We have a common phenomenon in daily life, if the home electrical load is too large, such as open a lot of household appliances, will be "automatic tripping", then the circuit will be disconnected. One of the older ways is a "fuse" that, when the load is too large, or the circuit fails or is abnormal, the current will increase, to prevent the rise of the current may damage some important parts of the circuit or valuable devices, burning the circuit even caused a fire. Fuse will be in the abnormal rise of the current to a certain height and heat, the self-fusing cut off the current, thereby playing a protective circuit safe operation of the role. This automatic tripping device is the circuit fuse, usually the electromagnet cut off the circuit instead of burning, the fuse can be reused. The component mode in which we imitate circuit fuses in software is circuitbreaker.

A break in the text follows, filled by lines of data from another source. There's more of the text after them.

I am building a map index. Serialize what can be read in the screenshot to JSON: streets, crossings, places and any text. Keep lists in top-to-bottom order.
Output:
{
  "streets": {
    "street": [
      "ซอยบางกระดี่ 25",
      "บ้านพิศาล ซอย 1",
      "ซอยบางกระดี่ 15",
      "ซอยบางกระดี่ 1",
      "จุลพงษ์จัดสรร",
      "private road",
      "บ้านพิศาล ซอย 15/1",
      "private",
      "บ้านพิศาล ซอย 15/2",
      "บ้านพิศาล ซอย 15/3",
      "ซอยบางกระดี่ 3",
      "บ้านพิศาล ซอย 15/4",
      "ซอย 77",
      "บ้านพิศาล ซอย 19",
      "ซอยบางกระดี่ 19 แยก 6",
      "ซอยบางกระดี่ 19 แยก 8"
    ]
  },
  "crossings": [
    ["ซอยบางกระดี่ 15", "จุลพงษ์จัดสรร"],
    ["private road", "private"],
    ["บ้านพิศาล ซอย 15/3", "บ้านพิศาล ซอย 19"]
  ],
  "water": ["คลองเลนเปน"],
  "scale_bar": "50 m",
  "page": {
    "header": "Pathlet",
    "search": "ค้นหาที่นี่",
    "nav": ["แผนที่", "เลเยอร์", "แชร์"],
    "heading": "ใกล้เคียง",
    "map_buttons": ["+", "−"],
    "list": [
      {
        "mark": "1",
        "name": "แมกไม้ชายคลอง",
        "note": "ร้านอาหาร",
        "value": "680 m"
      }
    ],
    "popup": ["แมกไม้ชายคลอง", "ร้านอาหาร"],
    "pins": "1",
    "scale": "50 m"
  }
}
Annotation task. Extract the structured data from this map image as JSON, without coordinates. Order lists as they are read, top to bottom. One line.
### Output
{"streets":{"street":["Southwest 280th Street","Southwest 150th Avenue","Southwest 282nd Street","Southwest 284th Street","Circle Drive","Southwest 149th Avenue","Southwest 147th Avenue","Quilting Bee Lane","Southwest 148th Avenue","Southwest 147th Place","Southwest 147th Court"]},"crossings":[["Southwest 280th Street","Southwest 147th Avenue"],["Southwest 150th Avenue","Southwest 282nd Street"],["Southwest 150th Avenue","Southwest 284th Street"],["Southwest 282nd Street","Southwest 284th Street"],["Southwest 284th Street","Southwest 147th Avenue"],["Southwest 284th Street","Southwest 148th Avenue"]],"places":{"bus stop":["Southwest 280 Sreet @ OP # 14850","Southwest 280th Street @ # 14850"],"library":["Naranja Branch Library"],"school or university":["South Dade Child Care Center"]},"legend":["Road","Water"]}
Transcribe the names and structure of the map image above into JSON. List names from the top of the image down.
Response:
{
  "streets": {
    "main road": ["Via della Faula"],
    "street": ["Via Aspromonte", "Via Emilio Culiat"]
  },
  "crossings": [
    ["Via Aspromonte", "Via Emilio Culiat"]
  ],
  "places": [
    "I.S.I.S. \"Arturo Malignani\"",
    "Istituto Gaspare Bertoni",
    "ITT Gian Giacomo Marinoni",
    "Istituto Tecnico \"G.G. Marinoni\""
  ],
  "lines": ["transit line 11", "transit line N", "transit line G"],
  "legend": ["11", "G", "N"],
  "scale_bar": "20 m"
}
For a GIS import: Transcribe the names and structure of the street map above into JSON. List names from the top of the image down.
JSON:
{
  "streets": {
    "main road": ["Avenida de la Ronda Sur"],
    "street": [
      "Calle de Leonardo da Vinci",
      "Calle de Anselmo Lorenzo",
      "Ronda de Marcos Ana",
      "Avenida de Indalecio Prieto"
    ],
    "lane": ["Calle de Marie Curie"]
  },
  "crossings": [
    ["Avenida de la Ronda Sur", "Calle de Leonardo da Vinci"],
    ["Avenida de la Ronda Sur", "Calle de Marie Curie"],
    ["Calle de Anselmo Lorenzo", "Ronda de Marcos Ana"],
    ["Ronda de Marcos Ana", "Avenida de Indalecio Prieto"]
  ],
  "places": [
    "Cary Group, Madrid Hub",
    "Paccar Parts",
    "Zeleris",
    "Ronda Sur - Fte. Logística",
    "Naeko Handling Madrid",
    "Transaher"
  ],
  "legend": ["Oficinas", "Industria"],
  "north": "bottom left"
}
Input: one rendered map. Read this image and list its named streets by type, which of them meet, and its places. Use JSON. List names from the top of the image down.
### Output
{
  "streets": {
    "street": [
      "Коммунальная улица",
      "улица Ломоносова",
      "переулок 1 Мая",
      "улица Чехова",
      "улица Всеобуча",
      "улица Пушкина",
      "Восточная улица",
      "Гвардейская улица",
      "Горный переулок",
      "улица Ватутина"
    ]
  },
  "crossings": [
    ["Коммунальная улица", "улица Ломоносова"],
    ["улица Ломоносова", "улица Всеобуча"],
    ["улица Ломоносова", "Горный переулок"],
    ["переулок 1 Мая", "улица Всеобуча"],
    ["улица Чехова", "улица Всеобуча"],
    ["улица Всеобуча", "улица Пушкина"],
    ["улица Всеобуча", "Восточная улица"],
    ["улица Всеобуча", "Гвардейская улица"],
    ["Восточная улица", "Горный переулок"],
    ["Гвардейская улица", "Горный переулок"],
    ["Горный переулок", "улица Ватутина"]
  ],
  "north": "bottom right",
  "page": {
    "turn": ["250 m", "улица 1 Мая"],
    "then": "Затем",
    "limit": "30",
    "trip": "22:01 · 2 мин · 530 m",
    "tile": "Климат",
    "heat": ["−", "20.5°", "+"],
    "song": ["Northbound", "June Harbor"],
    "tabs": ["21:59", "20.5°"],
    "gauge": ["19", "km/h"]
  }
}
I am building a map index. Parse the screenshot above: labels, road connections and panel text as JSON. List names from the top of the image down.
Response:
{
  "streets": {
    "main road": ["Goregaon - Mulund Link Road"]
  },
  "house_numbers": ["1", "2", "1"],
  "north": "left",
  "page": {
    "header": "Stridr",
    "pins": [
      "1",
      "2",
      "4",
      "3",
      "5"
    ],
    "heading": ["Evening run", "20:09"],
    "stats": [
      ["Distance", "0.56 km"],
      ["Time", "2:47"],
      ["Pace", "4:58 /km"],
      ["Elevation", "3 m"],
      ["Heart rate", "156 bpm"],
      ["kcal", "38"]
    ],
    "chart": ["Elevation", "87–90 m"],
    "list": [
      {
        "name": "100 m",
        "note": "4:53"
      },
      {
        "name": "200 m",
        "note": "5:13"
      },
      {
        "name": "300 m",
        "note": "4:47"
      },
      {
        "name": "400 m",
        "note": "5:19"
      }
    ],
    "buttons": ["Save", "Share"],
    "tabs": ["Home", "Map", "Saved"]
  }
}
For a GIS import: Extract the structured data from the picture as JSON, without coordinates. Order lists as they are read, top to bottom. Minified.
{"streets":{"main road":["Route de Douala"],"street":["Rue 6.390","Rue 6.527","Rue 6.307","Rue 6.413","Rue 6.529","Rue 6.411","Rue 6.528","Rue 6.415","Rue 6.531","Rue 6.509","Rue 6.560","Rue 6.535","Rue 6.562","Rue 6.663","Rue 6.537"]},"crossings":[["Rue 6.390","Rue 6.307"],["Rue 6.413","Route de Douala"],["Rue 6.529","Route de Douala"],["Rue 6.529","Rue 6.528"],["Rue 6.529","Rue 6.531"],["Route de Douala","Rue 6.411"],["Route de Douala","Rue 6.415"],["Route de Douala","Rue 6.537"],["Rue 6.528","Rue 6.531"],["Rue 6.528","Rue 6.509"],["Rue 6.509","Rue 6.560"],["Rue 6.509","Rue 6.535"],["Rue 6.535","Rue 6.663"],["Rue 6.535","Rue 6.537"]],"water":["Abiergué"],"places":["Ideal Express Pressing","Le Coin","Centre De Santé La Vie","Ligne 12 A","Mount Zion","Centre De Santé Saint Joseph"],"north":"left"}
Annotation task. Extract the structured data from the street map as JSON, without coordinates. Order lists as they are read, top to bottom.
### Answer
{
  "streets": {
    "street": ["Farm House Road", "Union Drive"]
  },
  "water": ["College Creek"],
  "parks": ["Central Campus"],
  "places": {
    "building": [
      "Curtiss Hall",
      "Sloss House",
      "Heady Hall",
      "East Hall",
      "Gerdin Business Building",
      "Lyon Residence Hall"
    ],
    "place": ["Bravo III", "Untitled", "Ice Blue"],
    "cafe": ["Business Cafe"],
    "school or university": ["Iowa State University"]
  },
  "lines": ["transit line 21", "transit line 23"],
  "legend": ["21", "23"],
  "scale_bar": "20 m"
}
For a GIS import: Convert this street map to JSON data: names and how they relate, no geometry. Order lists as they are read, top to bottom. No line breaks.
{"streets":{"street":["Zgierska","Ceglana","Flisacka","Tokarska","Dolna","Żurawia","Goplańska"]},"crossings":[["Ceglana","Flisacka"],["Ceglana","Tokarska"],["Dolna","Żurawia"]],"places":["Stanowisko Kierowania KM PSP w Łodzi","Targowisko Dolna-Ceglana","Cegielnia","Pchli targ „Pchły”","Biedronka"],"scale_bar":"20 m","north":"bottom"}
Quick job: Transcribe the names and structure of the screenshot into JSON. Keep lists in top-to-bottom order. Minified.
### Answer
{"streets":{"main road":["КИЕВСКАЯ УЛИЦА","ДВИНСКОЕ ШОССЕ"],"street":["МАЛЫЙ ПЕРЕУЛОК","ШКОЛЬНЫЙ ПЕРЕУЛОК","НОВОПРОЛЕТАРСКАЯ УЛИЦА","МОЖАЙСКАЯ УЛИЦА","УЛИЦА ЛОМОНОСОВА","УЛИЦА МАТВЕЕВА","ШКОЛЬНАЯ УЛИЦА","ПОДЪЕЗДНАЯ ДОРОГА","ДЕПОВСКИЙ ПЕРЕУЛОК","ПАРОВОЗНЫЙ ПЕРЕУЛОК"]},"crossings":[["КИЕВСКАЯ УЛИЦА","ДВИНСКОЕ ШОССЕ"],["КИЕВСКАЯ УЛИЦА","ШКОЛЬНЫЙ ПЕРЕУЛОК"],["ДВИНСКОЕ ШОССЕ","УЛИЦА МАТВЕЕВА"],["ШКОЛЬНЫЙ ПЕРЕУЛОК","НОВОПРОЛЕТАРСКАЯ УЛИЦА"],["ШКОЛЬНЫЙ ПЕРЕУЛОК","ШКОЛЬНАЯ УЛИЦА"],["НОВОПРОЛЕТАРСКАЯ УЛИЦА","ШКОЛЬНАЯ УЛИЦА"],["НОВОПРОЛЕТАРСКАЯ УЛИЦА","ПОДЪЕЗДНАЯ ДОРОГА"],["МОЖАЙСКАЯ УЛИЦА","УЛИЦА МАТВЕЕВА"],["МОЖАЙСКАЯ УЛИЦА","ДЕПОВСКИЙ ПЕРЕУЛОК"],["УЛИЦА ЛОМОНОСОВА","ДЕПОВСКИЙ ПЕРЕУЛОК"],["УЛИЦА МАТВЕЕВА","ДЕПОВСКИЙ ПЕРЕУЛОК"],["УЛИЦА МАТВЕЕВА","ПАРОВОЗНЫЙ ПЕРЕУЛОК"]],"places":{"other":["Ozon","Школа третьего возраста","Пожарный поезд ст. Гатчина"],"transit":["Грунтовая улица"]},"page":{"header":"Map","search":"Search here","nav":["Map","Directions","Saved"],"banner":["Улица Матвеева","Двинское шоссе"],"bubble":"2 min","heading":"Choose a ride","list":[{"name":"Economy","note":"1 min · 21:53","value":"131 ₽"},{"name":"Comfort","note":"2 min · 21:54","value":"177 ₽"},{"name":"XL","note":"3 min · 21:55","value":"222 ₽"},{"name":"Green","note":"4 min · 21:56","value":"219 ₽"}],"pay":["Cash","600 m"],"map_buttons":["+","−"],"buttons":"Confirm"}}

In large-scale distributed systems, it is often necessary to invoke or manipulate remote services or resources that cause calls to these remote resources to fail because of reasons such as slow network connections, resource occupancy, or temporary non-availability due to the fact that the caller is not controllable. These errors usually return to normal within a later period of time. However, in some cases, it can be difficult to anticipate results due to unpredictable reasons, and remote methods or resources may take a long time to repair. This error is so severe that the part of the system loses its responsiveness and even makes the entire service unusable. In this case, the use of constant retries may not solve the problem, instead, the application should return immediately and report an error at this time.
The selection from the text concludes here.